Maybe it isn't fair to judge any side of a debate by the fieriest rhetoric of its most marginal members—but it's a shit-ton of fun.

Two weeks ago, City Commissioner Sam Adams paid a visit to a large immigrant rights march/rally downtown and said a few words to the crowd about "the positive contributions that immigrants make to our city, state, and nation." His speech hit the local broadcast media, and not long after, his office was inundated with calls, including this one from a screeching, breathless woman:

"You queer, spic-loving bastard! Why don't you go down to Mexico and help them out there? We'd be happy to be rid of you, you rotten, spic-loving queer."

Another concerned (and conveniently anonymous) citizen mailed in a poorly worded postcard that went to great lengths to connect illegal immigration to the scourge of "money telegram shops" that are destroying the city. Yet another upstanding Portlander had to be ushered out of Adams' office when he didn't get the hint that xenophobic hate speech wouldn't really fly in an office with numerous immigrant staffers.
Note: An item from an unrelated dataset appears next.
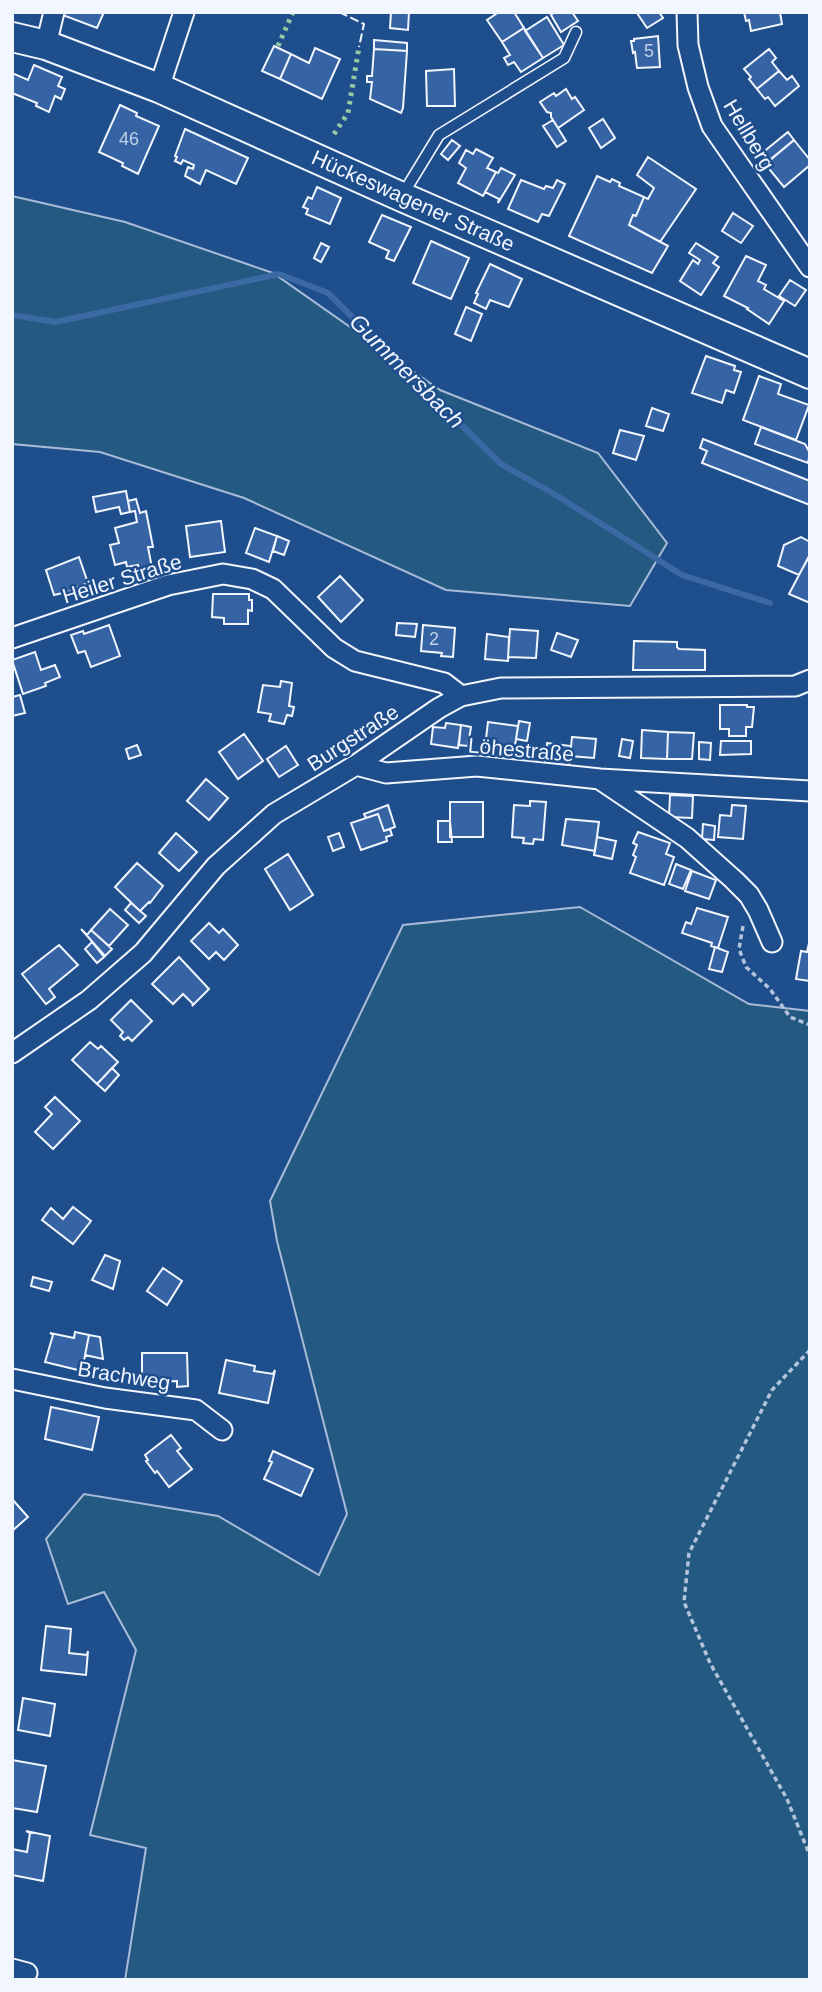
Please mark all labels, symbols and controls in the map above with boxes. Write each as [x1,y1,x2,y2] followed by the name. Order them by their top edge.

Speaking of free speech: For weeks, Erik Sten's campaign signs have been flooding Portland neighborhoods with a sea of yellow—at least through the Northeast and central Southeast. It wasn't until last week I saw my first campaign sign for his opponent, Ginny Burdickin her campaign office.

Now, according to an article in the Oregonian, she's claiming that Sten's campaign has placed lawn signs on public property, in violation of campaign rules.

"It's against the law," she told the paper. "And you'll find no Ginny Burdick signs in the right-of-way."

Or anywhere else.

It's uncertain if he'll be planting any signs on the council chamber dais, but Sten's affordable housing goals were expected to be open for battle during this Wednesday's city council meeting. At issue is a resolution co-sponsored with Adams that would require 30 percent of all urban renewal dollars to be spent directly on affordable housing.

First, the mayor came out against the plan—specifically about the rigid 30 percent figure. Now, the Portland Business Alliance—God bless 'em—has issued a "call to action" to its members, urging them to show up at the council meeting to testify against the resolution. Expect the PBA to come out against the "arbitrary" quota, with superficial lip service paid to the needs of poor people.